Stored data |
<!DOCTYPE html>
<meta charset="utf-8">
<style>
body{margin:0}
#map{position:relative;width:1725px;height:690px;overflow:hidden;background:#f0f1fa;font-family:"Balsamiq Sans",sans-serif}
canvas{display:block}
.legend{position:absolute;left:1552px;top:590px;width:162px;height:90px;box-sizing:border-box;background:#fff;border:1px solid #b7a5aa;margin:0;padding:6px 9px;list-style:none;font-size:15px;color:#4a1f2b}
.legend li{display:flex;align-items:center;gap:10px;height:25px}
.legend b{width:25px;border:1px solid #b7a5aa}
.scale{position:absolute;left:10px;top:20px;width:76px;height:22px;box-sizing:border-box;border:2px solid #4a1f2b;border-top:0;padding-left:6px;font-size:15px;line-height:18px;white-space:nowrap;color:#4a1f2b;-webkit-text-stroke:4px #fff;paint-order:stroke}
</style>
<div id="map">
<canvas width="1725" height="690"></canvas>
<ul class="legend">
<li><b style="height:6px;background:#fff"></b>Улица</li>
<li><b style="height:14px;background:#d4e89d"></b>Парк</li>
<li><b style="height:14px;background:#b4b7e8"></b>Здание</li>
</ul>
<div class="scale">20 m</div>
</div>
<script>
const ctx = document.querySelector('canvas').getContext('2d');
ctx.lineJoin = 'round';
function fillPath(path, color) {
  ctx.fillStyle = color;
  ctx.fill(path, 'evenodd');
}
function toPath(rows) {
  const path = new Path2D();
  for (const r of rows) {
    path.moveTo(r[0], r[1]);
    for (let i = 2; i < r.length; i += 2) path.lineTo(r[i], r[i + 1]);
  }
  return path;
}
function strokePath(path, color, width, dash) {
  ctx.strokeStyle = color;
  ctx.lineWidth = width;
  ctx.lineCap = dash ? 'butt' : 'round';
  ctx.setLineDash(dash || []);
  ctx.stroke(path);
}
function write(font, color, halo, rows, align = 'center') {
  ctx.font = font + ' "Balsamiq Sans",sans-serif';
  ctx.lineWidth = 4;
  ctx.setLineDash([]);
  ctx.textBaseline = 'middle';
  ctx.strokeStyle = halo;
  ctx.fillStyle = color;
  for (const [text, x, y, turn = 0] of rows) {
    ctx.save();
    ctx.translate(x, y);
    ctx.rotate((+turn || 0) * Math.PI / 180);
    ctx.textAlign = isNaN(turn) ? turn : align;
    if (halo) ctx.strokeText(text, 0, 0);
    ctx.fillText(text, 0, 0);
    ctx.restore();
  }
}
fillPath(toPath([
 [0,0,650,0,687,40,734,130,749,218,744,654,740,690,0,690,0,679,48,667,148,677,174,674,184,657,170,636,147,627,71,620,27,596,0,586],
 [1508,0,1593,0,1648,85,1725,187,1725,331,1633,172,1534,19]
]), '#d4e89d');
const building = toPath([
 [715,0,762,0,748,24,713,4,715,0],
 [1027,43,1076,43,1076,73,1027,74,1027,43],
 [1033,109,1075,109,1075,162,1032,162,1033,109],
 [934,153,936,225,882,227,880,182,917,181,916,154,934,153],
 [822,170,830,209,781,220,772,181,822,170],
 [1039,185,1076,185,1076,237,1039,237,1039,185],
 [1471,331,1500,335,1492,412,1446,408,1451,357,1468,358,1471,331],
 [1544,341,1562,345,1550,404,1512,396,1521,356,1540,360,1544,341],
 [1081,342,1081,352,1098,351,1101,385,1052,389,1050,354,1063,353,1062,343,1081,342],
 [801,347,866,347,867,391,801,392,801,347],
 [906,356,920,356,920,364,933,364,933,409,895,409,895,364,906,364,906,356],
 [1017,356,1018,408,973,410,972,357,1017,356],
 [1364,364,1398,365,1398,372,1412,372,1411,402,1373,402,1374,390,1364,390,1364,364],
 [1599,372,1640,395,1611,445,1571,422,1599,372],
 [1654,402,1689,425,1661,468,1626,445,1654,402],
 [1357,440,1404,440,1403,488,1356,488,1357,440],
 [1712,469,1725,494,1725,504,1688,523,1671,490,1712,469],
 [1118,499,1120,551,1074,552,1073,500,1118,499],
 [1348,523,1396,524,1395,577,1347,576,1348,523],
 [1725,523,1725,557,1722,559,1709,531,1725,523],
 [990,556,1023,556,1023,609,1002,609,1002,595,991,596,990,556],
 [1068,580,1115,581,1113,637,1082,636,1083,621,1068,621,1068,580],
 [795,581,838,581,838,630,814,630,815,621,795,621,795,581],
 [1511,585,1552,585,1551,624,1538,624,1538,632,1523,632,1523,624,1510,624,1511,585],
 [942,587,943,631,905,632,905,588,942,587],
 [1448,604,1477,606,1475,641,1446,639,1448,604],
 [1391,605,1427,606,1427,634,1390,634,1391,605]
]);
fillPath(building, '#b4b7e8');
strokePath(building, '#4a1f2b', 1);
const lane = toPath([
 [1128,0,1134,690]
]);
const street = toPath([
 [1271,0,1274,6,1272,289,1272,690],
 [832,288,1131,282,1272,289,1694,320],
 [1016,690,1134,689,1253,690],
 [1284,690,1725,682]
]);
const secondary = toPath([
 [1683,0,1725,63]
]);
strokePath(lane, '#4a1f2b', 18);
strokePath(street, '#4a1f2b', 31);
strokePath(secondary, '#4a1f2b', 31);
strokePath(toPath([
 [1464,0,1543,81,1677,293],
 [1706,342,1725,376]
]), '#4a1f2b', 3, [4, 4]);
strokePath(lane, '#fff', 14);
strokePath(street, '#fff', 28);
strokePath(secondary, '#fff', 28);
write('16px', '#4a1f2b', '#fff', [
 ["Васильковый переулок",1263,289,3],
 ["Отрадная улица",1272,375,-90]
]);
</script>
* * *
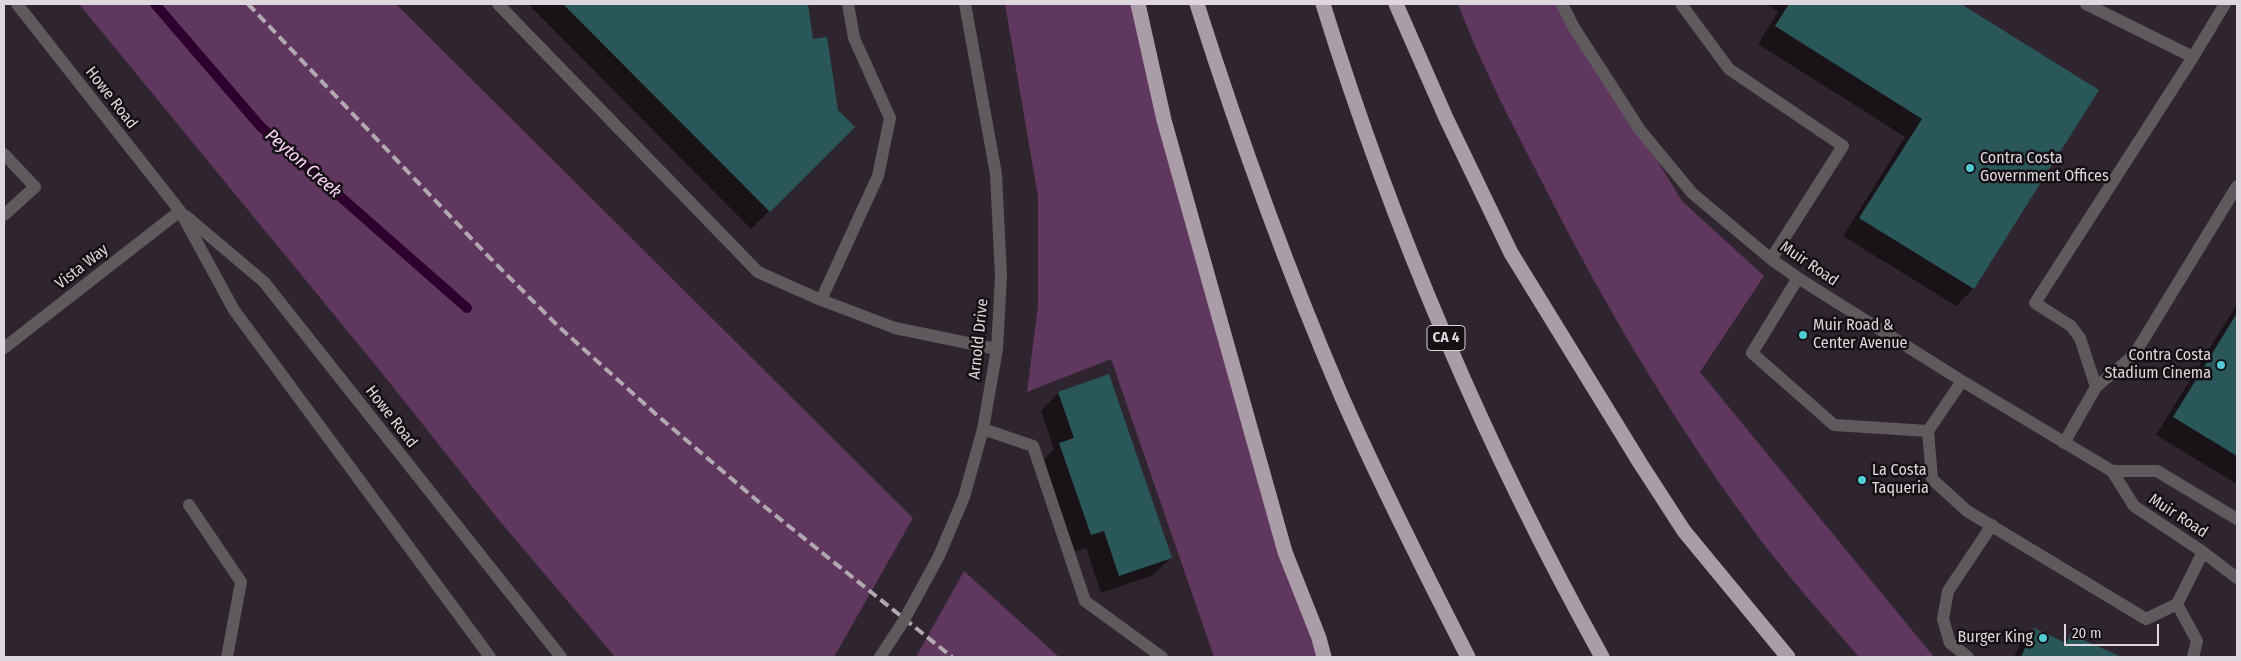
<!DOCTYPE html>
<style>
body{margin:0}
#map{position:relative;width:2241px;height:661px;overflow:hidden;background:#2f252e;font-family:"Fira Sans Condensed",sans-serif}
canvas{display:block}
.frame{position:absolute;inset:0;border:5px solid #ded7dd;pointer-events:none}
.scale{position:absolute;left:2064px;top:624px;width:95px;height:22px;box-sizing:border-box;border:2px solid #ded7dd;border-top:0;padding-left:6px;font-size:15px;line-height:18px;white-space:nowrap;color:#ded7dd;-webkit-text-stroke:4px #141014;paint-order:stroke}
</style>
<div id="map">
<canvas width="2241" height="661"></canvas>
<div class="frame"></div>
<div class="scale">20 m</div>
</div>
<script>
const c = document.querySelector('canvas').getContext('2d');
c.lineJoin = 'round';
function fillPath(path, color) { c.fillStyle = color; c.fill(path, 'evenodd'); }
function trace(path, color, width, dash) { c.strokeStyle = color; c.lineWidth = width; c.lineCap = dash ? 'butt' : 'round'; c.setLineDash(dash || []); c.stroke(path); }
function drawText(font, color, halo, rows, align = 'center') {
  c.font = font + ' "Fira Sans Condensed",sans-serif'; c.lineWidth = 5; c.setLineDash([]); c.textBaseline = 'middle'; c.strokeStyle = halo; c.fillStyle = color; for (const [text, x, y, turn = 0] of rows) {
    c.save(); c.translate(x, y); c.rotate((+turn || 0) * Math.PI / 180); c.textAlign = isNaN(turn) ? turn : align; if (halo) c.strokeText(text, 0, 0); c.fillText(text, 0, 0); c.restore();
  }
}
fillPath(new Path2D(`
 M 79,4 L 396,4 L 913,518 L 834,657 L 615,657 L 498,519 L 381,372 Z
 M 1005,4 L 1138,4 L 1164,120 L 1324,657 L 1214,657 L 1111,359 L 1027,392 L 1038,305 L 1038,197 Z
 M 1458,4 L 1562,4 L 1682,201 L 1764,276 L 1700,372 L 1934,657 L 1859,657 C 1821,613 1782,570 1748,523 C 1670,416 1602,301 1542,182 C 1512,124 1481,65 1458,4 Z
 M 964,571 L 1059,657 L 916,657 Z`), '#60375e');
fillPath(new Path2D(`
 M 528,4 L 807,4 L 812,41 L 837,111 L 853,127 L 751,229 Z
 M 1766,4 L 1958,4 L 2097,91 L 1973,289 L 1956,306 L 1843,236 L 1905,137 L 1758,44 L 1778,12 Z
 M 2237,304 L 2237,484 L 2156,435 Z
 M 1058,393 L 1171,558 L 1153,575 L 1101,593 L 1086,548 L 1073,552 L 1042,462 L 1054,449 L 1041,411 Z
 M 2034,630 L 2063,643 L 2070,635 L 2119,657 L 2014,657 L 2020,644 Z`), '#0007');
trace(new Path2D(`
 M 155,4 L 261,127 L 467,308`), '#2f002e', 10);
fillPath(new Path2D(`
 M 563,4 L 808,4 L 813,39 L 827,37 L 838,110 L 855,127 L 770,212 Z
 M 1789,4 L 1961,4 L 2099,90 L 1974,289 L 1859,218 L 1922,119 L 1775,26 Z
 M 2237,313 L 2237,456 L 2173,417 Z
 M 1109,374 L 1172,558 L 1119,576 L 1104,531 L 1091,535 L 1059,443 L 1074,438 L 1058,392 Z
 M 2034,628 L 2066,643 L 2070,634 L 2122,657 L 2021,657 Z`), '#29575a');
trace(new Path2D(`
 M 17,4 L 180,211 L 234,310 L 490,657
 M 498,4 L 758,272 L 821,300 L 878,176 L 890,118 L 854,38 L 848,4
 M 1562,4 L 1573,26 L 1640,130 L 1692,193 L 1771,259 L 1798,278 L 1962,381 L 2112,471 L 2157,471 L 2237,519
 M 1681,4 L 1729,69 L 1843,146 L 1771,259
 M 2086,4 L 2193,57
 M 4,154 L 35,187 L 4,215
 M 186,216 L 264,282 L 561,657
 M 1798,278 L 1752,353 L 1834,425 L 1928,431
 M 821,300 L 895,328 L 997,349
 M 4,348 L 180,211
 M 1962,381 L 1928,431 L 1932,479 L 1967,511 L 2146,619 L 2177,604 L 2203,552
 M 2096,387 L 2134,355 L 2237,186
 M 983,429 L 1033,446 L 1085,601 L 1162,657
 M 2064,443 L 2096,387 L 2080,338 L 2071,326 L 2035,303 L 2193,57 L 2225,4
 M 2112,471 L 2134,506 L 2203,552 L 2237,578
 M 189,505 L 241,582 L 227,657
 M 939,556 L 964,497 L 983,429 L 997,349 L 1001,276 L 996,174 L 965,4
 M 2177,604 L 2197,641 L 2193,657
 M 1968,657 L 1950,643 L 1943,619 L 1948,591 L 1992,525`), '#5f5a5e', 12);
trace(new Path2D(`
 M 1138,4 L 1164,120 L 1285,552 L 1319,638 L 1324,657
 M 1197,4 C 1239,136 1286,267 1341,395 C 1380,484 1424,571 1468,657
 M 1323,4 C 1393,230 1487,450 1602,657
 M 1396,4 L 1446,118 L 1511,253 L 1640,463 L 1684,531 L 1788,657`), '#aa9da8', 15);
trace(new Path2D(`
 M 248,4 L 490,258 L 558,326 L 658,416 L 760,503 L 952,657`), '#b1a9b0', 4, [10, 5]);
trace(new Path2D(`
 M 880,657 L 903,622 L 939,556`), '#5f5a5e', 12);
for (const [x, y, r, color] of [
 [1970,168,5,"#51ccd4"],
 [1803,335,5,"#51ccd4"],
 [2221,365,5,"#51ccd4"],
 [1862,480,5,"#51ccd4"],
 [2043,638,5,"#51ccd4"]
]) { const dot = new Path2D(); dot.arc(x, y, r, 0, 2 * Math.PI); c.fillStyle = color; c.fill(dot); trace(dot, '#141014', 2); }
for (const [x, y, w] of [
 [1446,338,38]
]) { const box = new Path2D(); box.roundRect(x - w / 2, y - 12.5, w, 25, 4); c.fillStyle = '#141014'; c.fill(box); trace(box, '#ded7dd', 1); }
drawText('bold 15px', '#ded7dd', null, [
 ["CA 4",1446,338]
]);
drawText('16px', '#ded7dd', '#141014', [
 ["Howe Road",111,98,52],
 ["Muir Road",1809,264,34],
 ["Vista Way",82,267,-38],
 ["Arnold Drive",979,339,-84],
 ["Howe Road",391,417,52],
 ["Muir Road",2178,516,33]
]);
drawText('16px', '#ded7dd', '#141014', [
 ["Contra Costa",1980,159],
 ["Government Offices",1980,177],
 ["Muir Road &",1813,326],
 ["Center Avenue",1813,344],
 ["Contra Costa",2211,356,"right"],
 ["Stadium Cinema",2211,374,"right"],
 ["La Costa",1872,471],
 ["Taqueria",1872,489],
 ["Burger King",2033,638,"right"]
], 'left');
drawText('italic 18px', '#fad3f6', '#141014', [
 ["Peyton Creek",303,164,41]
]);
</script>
---
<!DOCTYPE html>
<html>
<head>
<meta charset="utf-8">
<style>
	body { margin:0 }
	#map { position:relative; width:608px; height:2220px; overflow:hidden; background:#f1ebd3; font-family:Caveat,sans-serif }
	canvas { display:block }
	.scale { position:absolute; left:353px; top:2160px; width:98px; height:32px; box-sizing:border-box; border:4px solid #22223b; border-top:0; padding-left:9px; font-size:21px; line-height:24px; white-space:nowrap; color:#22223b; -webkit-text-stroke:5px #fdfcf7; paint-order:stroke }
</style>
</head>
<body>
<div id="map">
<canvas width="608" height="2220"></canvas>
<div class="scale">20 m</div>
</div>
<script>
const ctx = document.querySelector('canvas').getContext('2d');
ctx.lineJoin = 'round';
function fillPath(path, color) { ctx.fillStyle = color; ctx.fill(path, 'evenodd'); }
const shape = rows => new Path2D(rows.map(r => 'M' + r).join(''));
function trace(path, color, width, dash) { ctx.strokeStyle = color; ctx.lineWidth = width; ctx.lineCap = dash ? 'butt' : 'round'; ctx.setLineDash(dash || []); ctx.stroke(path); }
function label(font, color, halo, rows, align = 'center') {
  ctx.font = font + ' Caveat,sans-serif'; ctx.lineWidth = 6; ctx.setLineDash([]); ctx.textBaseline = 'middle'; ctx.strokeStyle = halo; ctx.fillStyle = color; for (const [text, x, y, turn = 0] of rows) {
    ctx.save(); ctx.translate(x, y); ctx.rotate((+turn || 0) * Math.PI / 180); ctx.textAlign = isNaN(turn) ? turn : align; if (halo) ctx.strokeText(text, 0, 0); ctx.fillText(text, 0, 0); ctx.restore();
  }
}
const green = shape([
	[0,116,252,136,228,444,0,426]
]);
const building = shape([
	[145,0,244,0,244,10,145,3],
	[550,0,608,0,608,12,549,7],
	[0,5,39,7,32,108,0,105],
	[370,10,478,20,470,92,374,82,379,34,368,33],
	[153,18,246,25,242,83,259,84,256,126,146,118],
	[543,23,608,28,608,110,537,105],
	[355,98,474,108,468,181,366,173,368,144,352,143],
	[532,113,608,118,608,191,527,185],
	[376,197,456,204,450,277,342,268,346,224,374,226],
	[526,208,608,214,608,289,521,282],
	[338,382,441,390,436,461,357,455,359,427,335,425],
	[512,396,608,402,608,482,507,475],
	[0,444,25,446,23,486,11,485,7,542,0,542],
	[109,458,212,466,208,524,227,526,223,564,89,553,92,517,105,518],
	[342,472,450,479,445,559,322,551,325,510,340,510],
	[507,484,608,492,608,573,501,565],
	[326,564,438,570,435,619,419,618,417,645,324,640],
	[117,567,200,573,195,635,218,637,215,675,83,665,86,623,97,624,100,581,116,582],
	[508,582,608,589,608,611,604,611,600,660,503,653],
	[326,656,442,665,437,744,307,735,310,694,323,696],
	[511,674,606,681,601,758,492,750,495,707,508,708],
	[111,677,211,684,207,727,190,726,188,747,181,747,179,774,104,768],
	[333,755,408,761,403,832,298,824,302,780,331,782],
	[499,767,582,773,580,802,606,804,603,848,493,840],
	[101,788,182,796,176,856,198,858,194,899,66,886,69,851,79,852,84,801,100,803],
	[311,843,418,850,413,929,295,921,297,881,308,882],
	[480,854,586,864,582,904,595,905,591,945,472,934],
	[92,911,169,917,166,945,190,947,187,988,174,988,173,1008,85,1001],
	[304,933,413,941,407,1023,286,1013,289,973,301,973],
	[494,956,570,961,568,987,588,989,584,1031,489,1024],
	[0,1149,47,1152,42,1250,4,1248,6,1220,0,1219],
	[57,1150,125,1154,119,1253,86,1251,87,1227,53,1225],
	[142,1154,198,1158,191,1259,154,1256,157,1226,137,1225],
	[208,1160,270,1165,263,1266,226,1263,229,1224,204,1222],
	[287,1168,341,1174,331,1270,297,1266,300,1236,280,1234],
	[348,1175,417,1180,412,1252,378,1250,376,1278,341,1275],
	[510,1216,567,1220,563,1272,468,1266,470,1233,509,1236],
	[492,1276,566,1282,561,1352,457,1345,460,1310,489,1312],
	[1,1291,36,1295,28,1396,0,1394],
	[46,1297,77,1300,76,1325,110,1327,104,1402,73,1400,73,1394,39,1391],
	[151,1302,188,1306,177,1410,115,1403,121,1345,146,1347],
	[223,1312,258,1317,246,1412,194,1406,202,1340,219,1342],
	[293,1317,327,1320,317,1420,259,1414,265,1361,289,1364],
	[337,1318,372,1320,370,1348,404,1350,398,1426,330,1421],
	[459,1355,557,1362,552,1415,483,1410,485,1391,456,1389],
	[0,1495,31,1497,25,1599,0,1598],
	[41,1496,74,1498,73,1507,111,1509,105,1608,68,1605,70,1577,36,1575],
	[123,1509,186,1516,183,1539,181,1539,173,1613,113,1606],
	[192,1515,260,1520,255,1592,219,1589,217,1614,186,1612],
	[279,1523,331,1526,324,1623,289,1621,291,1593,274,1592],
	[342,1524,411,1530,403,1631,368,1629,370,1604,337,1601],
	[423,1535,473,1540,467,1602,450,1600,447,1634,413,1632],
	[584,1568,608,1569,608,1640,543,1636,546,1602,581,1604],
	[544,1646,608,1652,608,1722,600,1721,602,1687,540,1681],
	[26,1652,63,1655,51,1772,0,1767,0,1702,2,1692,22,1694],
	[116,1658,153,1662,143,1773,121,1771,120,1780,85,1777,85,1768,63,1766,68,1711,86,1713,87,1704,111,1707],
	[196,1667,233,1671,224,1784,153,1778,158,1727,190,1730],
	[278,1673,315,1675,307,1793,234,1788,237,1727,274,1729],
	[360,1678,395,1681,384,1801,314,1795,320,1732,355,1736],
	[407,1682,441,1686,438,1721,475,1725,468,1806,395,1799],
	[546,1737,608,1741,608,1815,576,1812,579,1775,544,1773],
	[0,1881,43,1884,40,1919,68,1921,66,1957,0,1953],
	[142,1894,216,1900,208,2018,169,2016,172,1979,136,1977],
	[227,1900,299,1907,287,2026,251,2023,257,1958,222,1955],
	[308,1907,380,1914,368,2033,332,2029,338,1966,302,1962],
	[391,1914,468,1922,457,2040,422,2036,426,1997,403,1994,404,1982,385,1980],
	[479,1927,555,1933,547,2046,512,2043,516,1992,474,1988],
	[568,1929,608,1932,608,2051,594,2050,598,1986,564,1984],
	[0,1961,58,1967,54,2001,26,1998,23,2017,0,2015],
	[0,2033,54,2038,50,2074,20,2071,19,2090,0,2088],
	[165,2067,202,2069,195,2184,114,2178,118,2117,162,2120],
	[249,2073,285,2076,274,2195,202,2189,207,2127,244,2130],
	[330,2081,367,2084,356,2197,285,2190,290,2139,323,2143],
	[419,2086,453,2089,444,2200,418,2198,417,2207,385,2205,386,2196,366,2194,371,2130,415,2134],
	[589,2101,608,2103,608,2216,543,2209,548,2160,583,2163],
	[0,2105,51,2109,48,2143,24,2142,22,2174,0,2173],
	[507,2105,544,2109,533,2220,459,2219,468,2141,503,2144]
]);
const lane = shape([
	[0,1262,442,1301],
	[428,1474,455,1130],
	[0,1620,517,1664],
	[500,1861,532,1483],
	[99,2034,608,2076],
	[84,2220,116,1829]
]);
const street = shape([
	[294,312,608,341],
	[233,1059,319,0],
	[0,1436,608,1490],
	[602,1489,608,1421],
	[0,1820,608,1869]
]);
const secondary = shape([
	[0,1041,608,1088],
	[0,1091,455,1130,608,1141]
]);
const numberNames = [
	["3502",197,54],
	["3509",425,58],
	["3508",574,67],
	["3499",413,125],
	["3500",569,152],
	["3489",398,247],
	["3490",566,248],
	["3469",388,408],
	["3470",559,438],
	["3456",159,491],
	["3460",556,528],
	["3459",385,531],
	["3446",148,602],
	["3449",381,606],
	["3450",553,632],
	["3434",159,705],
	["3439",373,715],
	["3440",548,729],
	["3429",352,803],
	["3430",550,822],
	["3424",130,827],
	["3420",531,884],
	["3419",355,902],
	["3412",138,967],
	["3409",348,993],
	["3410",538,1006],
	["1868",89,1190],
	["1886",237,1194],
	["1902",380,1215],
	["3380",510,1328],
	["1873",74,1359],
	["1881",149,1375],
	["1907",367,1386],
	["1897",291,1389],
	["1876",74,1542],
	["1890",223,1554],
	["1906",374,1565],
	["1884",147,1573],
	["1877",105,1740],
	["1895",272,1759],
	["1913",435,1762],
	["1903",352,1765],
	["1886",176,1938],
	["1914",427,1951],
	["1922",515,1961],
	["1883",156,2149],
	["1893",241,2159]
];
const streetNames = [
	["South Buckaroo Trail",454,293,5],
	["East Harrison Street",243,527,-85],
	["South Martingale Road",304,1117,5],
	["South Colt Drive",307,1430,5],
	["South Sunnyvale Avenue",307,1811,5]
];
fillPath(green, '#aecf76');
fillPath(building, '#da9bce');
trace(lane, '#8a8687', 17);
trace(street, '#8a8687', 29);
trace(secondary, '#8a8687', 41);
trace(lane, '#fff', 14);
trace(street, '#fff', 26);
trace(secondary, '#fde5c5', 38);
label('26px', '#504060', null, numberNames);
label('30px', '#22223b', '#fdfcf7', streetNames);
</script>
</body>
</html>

GOAL OF THE EXERCISE |
Please reproduce the lines from the line with "ctx.strokeStyle = color; ctx.lineWidth" to the line with "function label(font, color, halo, rows, align", both ends included, exactly as they appear above.

RESULT BELOW |
function trace(path, color, width, dash) { ctx.strokeStyle = color; ctx.lineWidth = width; ctx.lineCap = dash ? 'butt' : 'round'; ctx.setLineDash(dash || []); ctx.stroke(path); }
function label(font, color, halo, rows, align = 'center') {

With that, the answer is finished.